Elasticsearch Understanding and Managing Elasticsearch Machine Learning Jobs

By Opster Team

Updated: Jul 23, 2023

| 2 min read

Introduction 

Elasticsearch machine learning jobs, specifically data analysis jobs, are a crucial part of the Elasticsearch ecosystem. They are used to analyze time series data and detect anomalies, trends, and other patterns. This article will delve into the intricacies of Elasticsearch jobs, how to create and manage them, and how to interpret their results.

Types of Elasticsearch Machine Learning Jobs

There are two main types of jobs in Elasticsearch: anomaly detection jobs and data frame analytics jobs.

  1. Anomaly Detection Jobs: These jobs are used to identify unusual patterns or behaviors in your time series data. They use advanced machine learning algorithms to detect anomalies that could indicate problems such as system performance degradation, unusual user behavior, or cyber threats.
  1. Data Frame Analytics Jobs: These jobs are used to perform complex analyses on your data. They can be used for tasks such as classification, regression, and outlier detection. They are particularly useful for making predictions based on your data.

Creating Elasticsearch Machine Learning Jobs

Creating an Elasticsearch job involves defining the job configuration and then starting the job. The job configuration specifies the type of job, the data to analyze, and other settings.

Here is an example of how to create an anomaly detection job:

json
PUT _ml/anomaly_detectors/cpu_usage_job
{
  "analysis_config" : {
    "bucket_span":"5m",
    "detectors":[
      {
        "detector_description":"High CPU usage",
        "function":"high_mean",
        "field_name":"cpu_usage"
      }
    ]
  },
  "data_description" : {
    "time_field":"timestamp"
  }
}

In this example, the job is configured to analyze the `cpu_usage` field in the data and detect high mean values. The `bucket_span` setting specifies that the data should be analyzed in 5-minute intervals.

Managing Elasticsearch Machine Learning Jobs

Once you have created an Elasticsearch job, you can manage it using various API endpoints. For example, you can start and stop jobs, get information about jobs, and delete jobs.

Here is an example of how to start a job:

json
POST _ml/anomaly_detectors/cpu_usage_job/_start

And here is how to stop a job:

json
POST _ml/anomaly_detectors/cpu_usage_job/_stop

Interpreting Job Results

The results of an Elasticsearch job are stored in a set of result indices. These indices contain information about the analyzed data, the detected anomalies, and the model used by the job.

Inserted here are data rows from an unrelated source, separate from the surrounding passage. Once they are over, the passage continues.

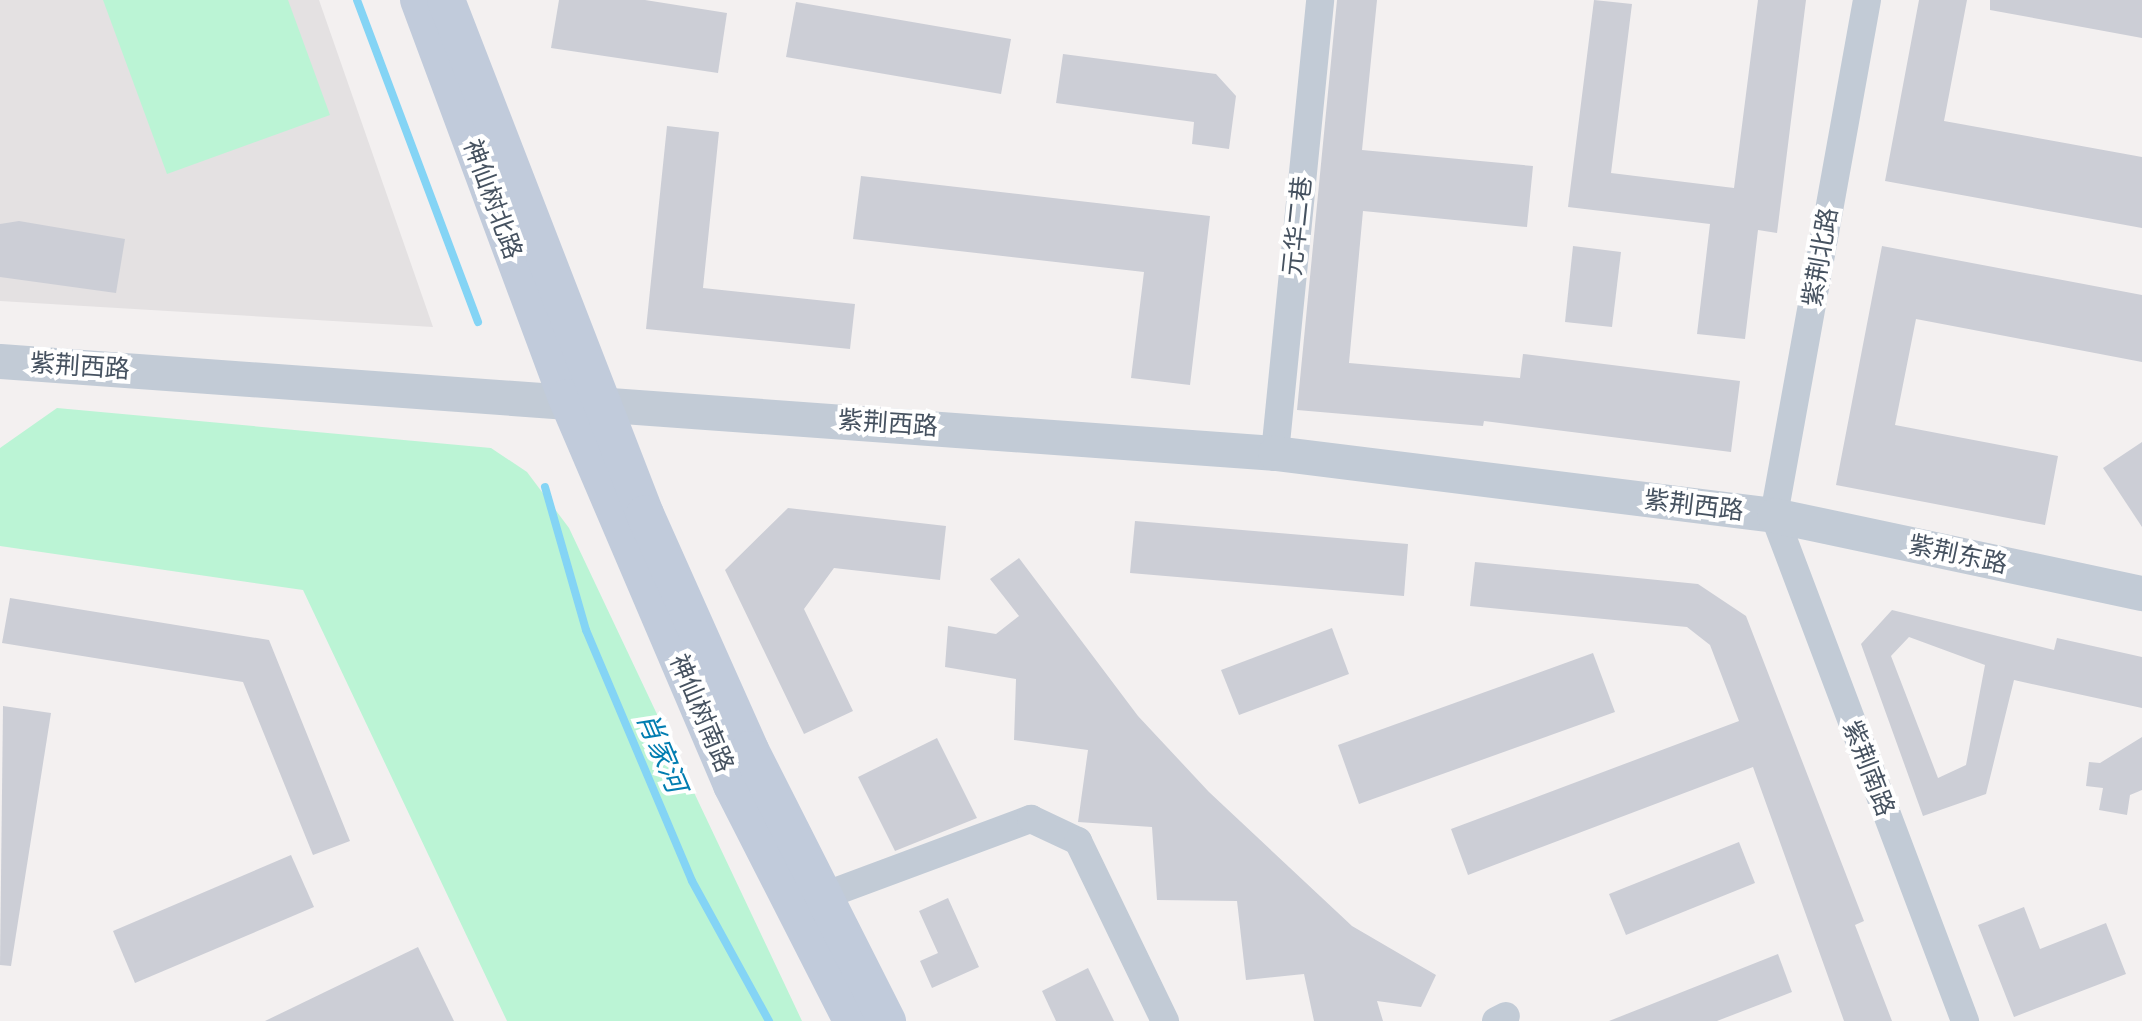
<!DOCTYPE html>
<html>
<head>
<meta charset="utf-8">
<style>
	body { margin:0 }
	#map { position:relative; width:2142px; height:1021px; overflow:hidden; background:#f3f0f0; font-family:Mulish,"Noto Sans SC",sans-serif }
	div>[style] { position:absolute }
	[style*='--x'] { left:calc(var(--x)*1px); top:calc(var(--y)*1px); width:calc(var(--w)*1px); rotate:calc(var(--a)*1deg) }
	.education>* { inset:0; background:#e4e1e2 }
	.green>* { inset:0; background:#bbf4d5 }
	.stream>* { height:8px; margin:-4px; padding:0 4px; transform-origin:4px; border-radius:4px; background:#84d4f5 }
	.building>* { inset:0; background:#ccced6 }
	.minor>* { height:28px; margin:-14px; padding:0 14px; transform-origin:14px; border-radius:14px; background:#c2cbd6 }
	.tertiary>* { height:35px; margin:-17.5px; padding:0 17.5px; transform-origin:17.5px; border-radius:17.5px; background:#c2cbd6 }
	.secondary>* { height:38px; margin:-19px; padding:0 19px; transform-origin:19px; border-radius:19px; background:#c1cbdb }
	span { translate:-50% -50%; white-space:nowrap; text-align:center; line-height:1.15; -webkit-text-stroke:8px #fff; paint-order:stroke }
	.street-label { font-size:25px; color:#465260 }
	.water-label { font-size:28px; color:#017db1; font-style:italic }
</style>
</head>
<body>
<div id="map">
	<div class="education">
		<i style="clip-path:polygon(0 0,319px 0,433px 327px,0 301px)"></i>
	</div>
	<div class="green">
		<i style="clip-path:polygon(103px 0,288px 0,330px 115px,167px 174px)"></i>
		<i style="clip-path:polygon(57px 408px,491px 448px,527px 472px,569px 528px,802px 1021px,507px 1021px,303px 590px,0 546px,0 448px)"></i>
	</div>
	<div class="stream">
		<i style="--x:357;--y:0;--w:344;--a:69.4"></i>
		<i style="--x:545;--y:487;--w:149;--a:74"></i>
		<i style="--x:586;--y:630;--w:272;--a:67.1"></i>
		<i style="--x:692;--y:881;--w:160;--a:61.2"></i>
	</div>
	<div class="building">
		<i style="clip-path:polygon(559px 0,645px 0,727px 13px,718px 73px,551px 48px)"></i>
		<i style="clip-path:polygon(1337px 0,1377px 0,1362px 150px,1533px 166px,1527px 227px,1363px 211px,1349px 363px,1520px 378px,1523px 354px,1740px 381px,1731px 452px,1484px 421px,1483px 426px,1297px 410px)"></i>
		<i style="clip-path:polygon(1594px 0,1632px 4px,1611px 173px,1734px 188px,1758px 0,1806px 0,1777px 233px,1758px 230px,1745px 339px,1697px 334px,1710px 224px,1568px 207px)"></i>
		<i style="clip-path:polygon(1919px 0,1967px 0,1944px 121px,2142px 157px,2142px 228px,1885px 181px)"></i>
		<i style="clip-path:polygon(1990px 0,2142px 0,2142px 38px,1990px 10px)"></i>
		<i style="clip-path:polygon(796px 2px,1011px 39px,1001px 94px,786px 57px)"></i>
		<i style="clip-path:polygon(1063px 54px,1216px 74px,1236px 96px,1229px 149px,1192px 144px,1194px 122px,1056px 103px)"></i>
		<i style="clip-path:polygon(667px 126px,719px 132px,703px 288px,855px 304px,850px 349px,646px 329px)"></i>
		<i style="clip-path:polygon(861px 176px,1210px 216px,1190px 385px,1131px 378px,1144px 272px,853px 239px)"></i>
		<i style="clip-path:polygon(19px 221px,125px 239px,116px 293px,0 277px,0 224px)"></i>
		<i style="clip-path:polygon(1573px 246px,1621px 252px,1612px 327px,1565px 322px)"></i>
		<i style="clip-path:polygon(1882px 246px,2142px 295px,2142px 362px,1916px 319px,1895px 425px,2058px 456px,2045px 525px,1836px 485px)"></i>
		<i style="clip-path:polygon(2142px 442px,2142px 527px,2103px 468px)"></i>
		<i style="clip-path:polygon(788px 508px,946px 526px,940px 580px,834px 568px,804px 609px,853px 711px,804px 734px,725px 570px)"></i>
		<i style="clip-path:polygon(1135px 521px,1408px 544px,1404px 596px,1130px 573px)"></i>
		<i style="clip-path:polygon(1019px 558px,1138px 716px,1209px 792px,1352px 926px,1436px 975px,1421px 1007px,1377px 1001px,1383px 1021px,1314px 1021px,1304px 974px,1246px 980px,1237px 901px,1157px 900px,1152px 827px,1078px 822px,1088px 750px,1014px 740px,1016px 679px,945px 667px,948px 626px,996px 634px,1019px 616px,990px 579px)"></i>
		<i style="clip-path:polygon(1475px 562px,1698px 584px,1746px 616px,1864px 921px,1855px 925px,1892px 1021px,1844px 1021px,1753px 767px,1468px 875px,1451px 829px,1739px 721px,1710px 645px,1687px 627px,1470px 606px)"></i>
		<i style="clip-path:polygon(10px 598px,269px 640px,350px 841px,313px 855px,243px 682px,2px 643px)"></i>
		<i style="clip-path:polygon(evenodd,1892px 610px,2054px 650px,2057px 638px,2142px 657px,2142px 708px,2014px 680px,1986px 794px,1923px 816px,1861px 644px,1892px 610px,1909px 637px,1985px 665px,1966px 765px,1938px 778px,1891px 656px,1909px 637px)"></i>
		<i style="clip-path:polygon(1332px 628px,1349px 674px,1239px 715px,1221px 670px)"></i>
		<i style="clip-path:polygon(1593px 653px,1615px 712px,1359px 804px,1338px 745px)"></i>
		<i style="clip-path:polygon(3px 706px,51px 713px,11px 966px,0 965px)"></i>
		<i style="clip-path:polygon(2142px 737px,2142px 790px,2130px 795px,2127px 815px,2099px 810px,2103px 788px,2086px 786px,2089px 762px,2100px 763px)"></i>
		<i style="clip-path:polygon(937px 738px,977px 818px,895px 851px,858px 777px)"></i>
		<i style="clip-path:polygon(1739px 842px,1755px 883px,1626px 935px,1609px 894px)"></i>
		<i style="clip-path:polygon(291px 855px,314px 907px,135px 983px,113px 931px)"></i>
		<i style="clip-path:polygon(948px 898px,979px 967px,932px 988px,920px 961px,938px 953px,919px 911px)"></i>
		<i style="clip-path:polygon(2024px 907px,2040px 949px,2106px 923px,2126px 974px,2014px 1017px,1978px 925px)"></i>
		<i style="clip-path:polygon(418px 947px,454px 1021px,265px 1021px)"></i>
		<i style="clip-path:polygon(1778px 954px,1792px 992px,1717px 1021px,1609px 1021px)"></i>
		<i style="clip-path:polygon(1088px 968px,1114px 1021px,1056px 1021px,1042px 991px)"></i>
	</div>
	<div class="minor">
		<i style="--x:1867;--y:0;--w:523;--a:100.24"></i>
		<i style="--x:1774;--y:515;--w:541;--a:69.32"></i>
		<i style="--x:1275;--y:453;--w:455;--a:-84.3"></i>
		<i style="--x:810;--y:901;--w:236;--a:-20.4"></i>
		<i style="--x:1031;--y:819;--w:52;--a:25.1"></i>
		<i style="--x:1078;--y:841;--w:200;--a:64.2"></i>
		<i style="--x:1496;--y:1021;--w:11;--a:-27"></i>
	</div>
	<div class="tertiary">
		<i style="--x:0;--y:361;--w:1278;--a:4.13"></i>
		<i style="--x:1275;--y:453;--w:503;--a:7.08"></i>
		<i style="--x:1774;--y:515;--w:376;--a:12"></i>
	</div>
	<div class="secondary">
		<i style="--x:419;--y:0;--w:425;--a:69.6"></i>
		<i style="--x:567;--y:398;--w:421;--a:66.9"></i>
		<i style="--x:732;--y:785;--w:265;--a:63"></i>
		<i style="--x:446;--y:0;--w:551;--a:68.84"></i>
		<i style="--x:645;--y:514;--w:258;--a:66"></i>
		<i style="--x:750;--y:750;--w:304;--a:63.2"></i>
	</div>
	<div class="street-label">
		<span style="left:493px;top:199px;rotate:70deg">神仙树北路</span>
		<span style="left:1297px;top:226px;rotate:-84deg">元华二巷</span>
		<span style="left:1820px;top:257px;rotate:-80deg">紫荆北路</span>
		<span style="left:80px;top:366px;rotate:4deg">紫荆西路</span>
		<span style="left:888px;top:423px;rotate:4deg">紫荆西路</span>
		<span style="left:1694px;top:505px;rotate:7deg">紫荆西路</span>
		<span style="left:1958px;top:554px;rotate:12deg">紫荆东路</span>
		<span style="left:702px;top:713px;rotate:67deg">神仙树南路</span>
		<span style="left:1869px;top:768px;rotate:69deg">紫荆南路</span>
	</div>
	<div class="water-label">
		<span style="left:662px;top:752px;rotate:67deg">肖家河</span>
	</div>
</div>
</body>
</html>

You can retrieve the results of a job using the GET Records API. For example, to get the results of the `cpu_usage_job`, you would use the following command:

json
GET _ml/anomaly_detectors/cpu_usage_job/results/records

The results include information such as the time of the anomaly, the actual and expected values, and the severity of the anomaly.

Conclusion 

In conclusion, Elasticsearch jobs are a powerful tool for analyzing your data and detecting anomalies. By understanding how to create, manage, and interpret these jobs, you can gain valuable insights into your data and make more informed decisions.